=== Entries provided ===

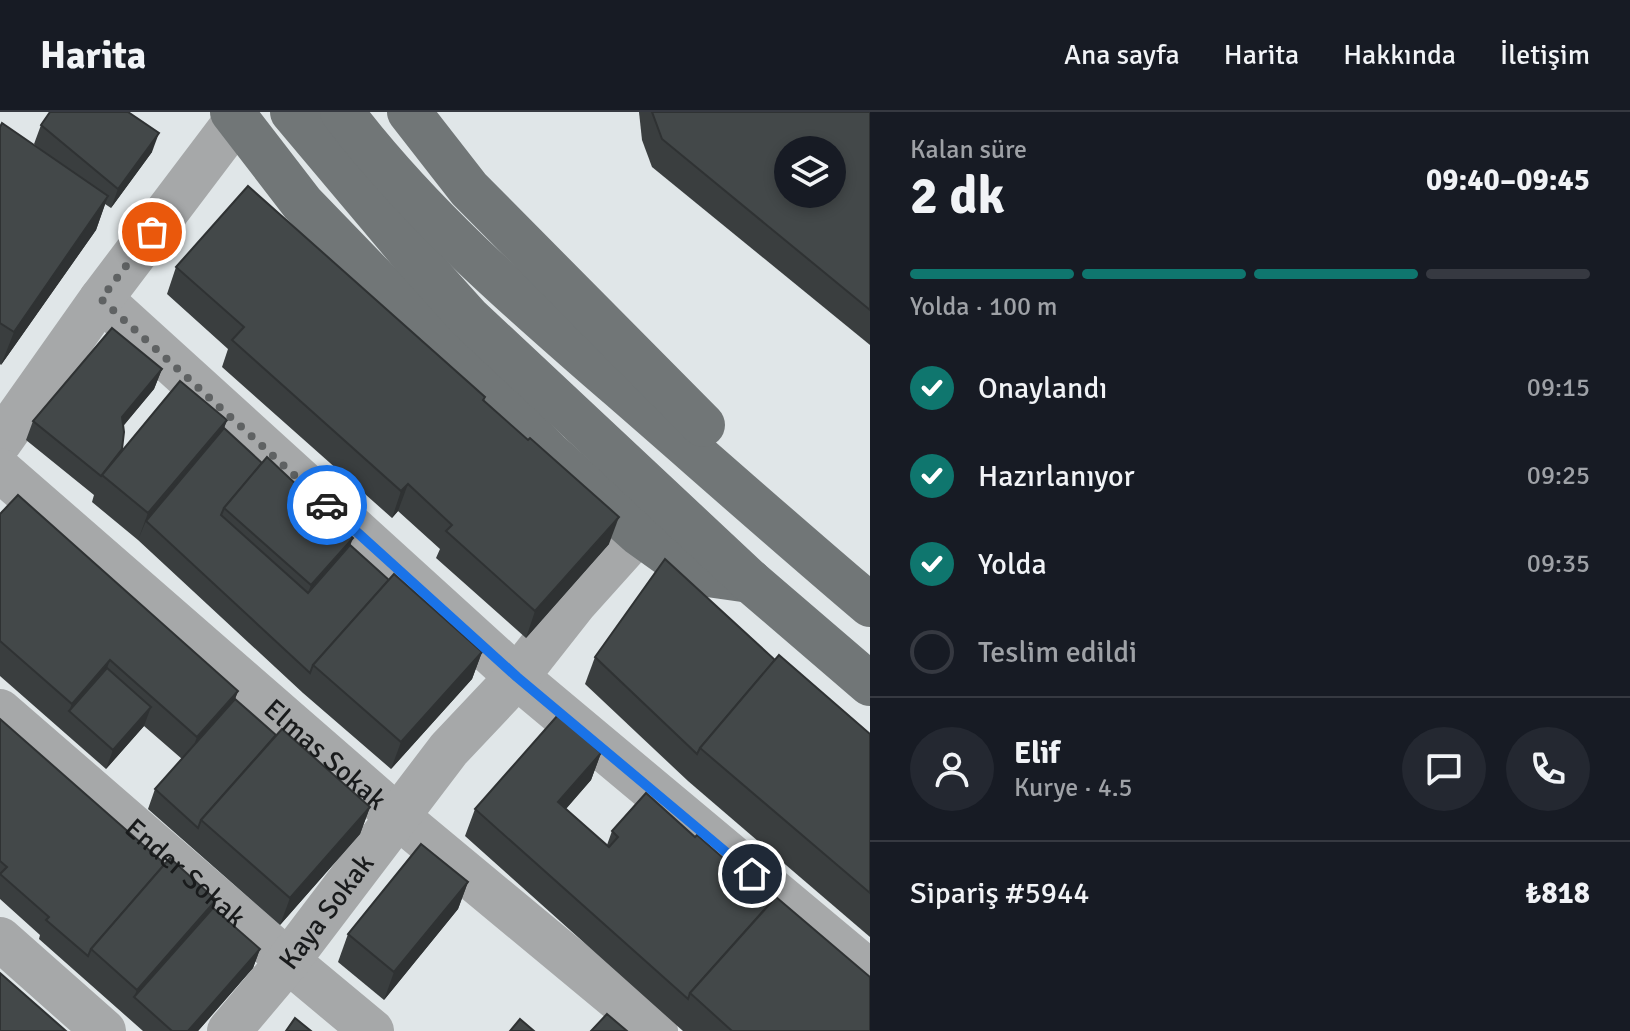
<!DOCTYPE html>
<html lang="tr">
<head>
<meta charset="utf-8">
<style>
  body { margin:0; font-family:Signika,sans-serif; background:#242831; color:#f1f3f6; height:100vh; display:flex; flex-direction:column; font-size:30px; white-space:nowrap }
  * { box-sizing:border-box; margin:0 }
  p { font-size:26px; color:#9ea1a6 }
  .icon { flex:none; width:44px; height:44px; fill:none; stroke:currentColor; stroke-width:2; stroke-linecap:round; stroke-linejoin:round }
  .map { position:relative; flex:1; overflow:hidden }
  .details { display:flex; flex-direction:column; background:#171b24; width:760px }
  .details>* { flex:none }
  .buttons { position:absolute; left:774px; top:24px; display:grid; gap:16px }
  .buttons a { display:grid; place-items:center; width:72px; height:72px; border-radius:50%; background:#171b24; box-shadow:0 4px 12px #0003; font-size:40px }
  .pin { position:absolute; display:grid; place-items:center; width:68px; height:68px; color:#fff; margin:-34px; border:4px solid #fff; border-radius:50%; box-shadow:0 2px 8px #0007 }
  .courier { position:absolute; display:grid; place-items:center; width:80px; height:80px; margin:-40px; border:6px solid #1a73e8; border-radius:50%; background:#fff; color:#222; box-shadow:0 2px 10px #0007 }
  .headline em { font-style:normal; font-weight:700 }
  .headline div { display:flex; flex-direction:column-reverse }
  .headline { display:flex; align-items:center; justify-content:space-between; height:136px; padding:0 40px }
  h1 { font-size:52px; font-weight:700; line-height:60px }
  .bar { display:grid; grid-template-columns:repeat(4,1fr); gap:12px 8px; align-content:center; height:96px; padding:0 40px }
  .bar i { height:10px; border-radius:6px; background:#363941 }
  .bar .selected { background:#0f766e }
  .bar p { grid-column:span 4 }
  .line { display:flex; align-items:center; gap:20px; padding:0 40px; border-top:2px solid #363941 }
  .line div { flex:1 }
  .round { display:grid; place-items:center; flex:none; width:84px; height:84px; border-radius:42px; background:#242831 }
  ol { padding:0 40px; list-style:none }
  li { display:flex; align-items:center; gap:24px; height:88px }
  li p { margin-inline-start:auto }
  li .icon { padding:8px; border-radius:50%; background:#0f766e; color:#fff; stroke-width:4 }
  li:last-child { color:#9ea1a6 }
  li i { width:44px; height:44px; border:4px solid #363941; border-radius:50% }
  header { display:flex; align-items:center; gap:48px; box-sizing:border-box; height:112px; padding:0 40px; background:#171b24; border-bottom:2px solid #363941 }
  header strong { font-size:38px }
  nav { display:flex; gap:44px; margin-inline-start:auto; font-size:28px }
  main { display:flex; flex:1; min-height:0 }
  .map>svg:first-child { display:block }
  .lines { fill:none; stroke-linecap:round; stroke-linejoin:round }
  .minor { stroke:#a6a8a9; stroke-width:44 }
  .major { stroke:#717677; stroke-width:44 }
  .wall { fill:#3a3e3f }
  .shaded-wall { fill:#2f3233 }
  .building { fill:#434849; stroke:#2f3233; stroke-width:2; fill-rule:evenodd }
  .done { stroke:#5f6263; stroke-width:8; stroke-dasharray:0 14.4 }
  .route { stroke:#1a73e8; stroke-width:10 }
  .labels { text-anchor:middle; stroke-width:8; stroke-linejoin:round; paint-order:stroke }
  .street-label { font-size:28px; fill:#191b1c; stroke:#fff }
</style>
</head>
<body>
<header>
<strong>Harita</strong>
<nav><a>Ana sayfa</a><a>Harita</a><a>Hakkında</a><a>İletişim</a></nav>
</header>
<main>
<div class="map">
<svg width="870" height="919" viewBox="0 0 870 919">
  <rect width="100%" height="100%" fill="#e0e6e8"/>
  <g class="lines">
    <g class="minor">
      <path d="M101 187 517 565 870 860"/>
      <path d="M0 330 101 187 237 7"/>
      <path id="s1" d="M0 358 397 704 656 919"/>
      <path id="s2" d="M0 599 288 849 372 919"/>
      <path d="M0 827 104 919"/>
      <path id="s3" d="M229 919 288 849 449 637 517 565 576 490 638 421"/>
    </g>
    <g class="major">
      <path d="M232 0 302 91 418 211 549 341 638 421 694 461 750 469"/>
      <path d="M292 0 414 145 468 205 750 469 870 572"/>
      <path d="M342 0C420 103 520 189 618 274 702 347 785 421 870 493"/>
      <path d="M409 0 469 77 703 313"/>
    </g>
  </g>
  <g class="wall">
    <path d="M639 0H870V233L652 55 642 28Z"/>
    <path d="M41 13 152 40 111 96 105 92 96 118 1 253 0 252V15L41 38 34 32Z"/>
    <path d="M176 155 485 285 484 289 609 432 526 526 436 446 440 437 398 399 392 406 222 255 228 237 167 182Z"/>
    <path d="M162 257 154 277 123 314 120 341 227 308 224 316 350 433 389 468 482 540 472 567 391 657 303 581 138 428 92 390 94 383 26 328 33 309Z"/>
    <path d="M0 402 238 579 235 587 276 623 370 695 360 722 280 813 148 697 155 677 182 647 144 614 106 657 0 564Z"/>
    <path d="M595 545 775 548 870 622V825L688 669 585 572Z"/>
    <path d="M0 607 165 752 216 788 213 796 260 837 253 856 198 919H143L39 827 40 823 0 787Z"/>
    <path d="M601 641 591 668 566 697 607 733 612 719 870 919H683L465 724 475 697Z"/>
    <path d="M468 770 458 797 384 888 338 850 348 822Z"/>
  </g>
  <g class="shaded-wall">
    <path d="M159 21 152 40 111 96 118 77Z"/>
    <path d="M108 84 96 118 1 253 14 220Z"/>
    <path d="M162 257 154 277 115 324 122 305Z"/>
    <path d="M227 308 217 335 146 409 138 428 148 401Z"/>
    <path d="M408 372 398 399 392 406 401 379Z"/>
    <path d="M619 405 609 432 526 526 535 499Z"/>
    <path d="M353 426 343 453 301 500 311 473Z"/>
    <path d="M482 540 472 567 391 657 401 630Z"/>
    <path d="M110 548 100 575 69 599 72 592Z"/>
    <path d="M238 579 228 606 187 652 197 625Z"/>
    <path d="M151 595 144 614 106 657 113 638Z"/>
    <path d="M601 641 591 668 548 717 558 690Z"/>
    <path d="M370 695 360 722 280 813 290 786Z"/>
    <path d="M468 770 458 797 384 888 394 860Z"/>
    <path d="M216 788 206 815 134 885 137 878Z"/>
    <path d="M260 837 253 856 198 919H188Z"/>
  </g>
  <g class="building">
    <path d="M50 0H128L159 21 118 77 41 13Z"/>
    <path d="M652 0H870V198L662 27ZM788 38H832V82H788Z"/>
    <path d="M2 11 108 84 14 220 0 211V15Z"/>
    <path d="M248 74 485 285 483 288 528 328 530 326 619 405 535 499 446 419 452 413 408 372 401 379 232 228 244 215 176 155Z"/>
    <path d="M112 216 162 257 122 305 124 320 122 337 101 364 33 309Z"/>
    <path d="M180 269 227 308 148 401 102 363Z"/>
    <path d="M224 316 262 351 224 396 221 403 308 481 350 433 389 468 313 553 310 561 146 409Z"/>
    <path d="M267 345 353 426 311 473 224 396Z"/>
    <path d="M18 383 238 579 197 625 110 548 72 592 0 529V402Z"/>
    <path d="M665 447 775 548 700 636 697 642 595 545Z"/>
    <path d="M394 462 482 540 401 630 313 553Z"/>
    <path d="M779 543 870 622V781L700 636Z"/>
    <path d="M107 556 151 595 113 638 69 599Z"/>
    <path d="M235 587 276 623 201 708 198 716 155 677Z"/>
    <path d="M558 603 601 641 558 690 609 735 618 725 612 719 646 681 695 725 697 723 772 789 690 881 688 887 475 697Z"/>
    <path d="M0 607 165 752 91 837 88 844 46 808 49 805 0 762 7 755 0 749Z"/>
    <path d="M282 617 370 695 290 786 201 708Z"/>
    <path d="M421 732 468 770 394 860 348 822Z"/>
    <path d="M170 746 216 788 137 878 91 837Z"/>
    <path d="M776 785 870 865V919H732L690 881Z"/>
    <path d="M213 796 260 837 188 919H172L134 885Z"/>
    <path d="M0 861 66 919H0Z"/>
    <path d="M607 902 627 919H591Z"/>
    <path d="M295 906 311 919H286Z"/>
    <path d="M520 907 534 919H510Z"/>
  </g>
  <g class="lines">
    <path class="done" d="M152 120 101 187 327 393"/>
    <path class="route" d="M327 393 517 565 752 762"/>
  </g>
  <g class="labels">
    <g class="street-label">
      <text dy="10" stroke="none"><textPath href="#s1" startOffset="432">Elmas Sokak</textPath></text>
      <text dy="10" stroke="none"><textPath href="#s2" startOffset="246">Ender Sokak</textPath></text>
      <text dy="10" stroke="none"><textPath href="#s3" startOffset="154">Kaya Sokak</textPath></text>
    </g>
  </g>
</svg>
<div class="buttons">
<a><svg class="icon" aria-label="layers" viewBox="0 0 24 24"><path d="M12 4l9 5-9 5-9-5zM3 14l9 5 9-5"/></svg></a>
</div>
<div class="pin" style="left:152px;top:120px;background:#ea580c"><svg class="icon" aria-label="bag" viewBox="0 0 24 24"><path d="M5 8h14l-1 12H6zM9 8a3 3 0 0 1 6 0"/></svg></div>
<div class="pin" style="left:752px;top:762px;background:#1f2937"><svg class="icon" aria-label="home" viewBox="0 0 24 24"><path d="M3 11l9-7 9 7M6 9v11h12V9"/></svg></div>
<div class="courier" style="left:327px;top:393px"><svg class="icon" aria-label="car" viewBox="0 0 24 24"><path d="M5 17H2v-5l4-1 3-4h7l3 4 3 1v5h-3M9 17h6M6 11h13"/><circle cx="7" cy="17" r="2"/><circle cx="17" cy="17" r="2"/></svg></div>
</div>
<section class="details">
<div class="headline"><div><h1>2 dk</h1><p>Kalan süre</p></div><em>09:40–09:45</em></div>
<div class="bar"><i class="selected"></i><i class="selected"></i><i class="selected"></i><i></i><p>Yolda · 100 m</p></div>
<ol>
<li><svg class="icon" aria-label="check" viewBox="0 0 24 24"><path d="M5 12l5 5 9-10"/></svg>Onaylandı<p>09:15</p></li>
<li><svg class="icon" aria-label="check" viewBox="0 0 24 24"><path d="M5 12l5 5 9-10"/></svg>Hazırlanıyor<p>09:25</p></li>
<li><svg class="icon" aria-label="check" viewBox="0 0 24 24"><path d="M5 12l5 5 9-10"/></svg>Yolda<p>09:35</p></li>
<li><i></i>Teslim edildi</li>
</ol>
<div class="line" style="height:144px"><a class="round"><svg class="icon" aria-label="person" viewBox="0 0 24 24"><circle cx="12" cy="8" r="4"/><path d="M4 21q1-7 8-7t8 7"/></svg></a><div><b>Elif</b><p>Kurye · 4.5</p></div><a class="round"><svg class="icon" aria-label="chat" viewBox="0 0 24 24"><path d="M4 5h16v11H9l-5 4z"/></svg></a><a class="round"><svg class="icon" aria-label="phone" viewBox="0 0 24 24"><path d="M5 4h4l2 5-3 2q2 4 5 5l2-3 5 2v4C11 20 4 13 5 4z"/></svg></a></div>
<div class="line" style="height:104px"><div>Sipariş #5944</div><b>₺818</b></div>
</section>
</main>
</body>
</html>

=== About this exercise ===
Once you reach the line containing "17H2v-5l4-1 3-4h7l3 4", output that line and each one after it exactly, ending with the final line of the listing and adding nothing else.

=== Answer for the task ===
<div class="courier" style="left:327px;top:393px"><svg class="icon" aria-label="car" viewBox="0 0 24 24"><path d="M5 17H2v-5l4-1 3-4h7l3 4 3 1v5h-3M9 17h6M6 11h13"/><circle cx="7" cy="17" r="2"/><circle cx="17" cy="17" r="2"/></svg></div>
</div>
<section class="details">
<div class="headline"><div><h1>2 dk</h1><p>Kalan süre</p></div><em>09:40–09:45</em></div>
<div class="bar"><i class="selected"></i><i class="selected"></i><i class="selected"></i><i></i><p>Yolda · 100 m</p></div>
<ol>
<li><svg class="icon" aria-label="check" viewBox="0 0 24 24"><path d="M5 12l5 5 9-10"/></svg>Onaylandı<p>09:15</p></li>
<li><svg class="icon" aria-label="check" viewBox="0 0 24 24"><path d="M5 12l5 5 9-10"/></svg>Hazırlanıyor<p>09:25</p></li>
<li><svg class="icon" aria-label="check" viewBox="0 0 24 24"><path d="M5 12l5 5 9-10"/></svg>Yolda<p>09:35</p></li>
<li><i></i>Teslim edildi</li>
</ol>
<div class="line" style="height:144px"><a class="round"><svg class="icon" aria-label="person" viewBox="0 0 24 24"><circle cx="12" cy="8" r="4"/><path d="M4 21q1-7 8-7t8 7"/></svg></a><div><b>Elif</b><p>Kurye · 4.5</p></div><a class="round"><svg class="icon" aria-label="chat" viewBox="0 0 24 24"><path d="M4 5h16v11H9l-5 4z"/></svg></a><a class="round"><svg class="icon" aria-label="phone" viewBox="0 0 24 24"><path d="M5 4h4l2 5-3 2q2 4 5 5l2-3 5 2v4C11 20 4 13 5 4z"/></svg></a></div>
<div class="line" style="height:104px"><div>Sipariş #5944</div><b>₺818</b></div>
</section>
</main>
</body>
</html>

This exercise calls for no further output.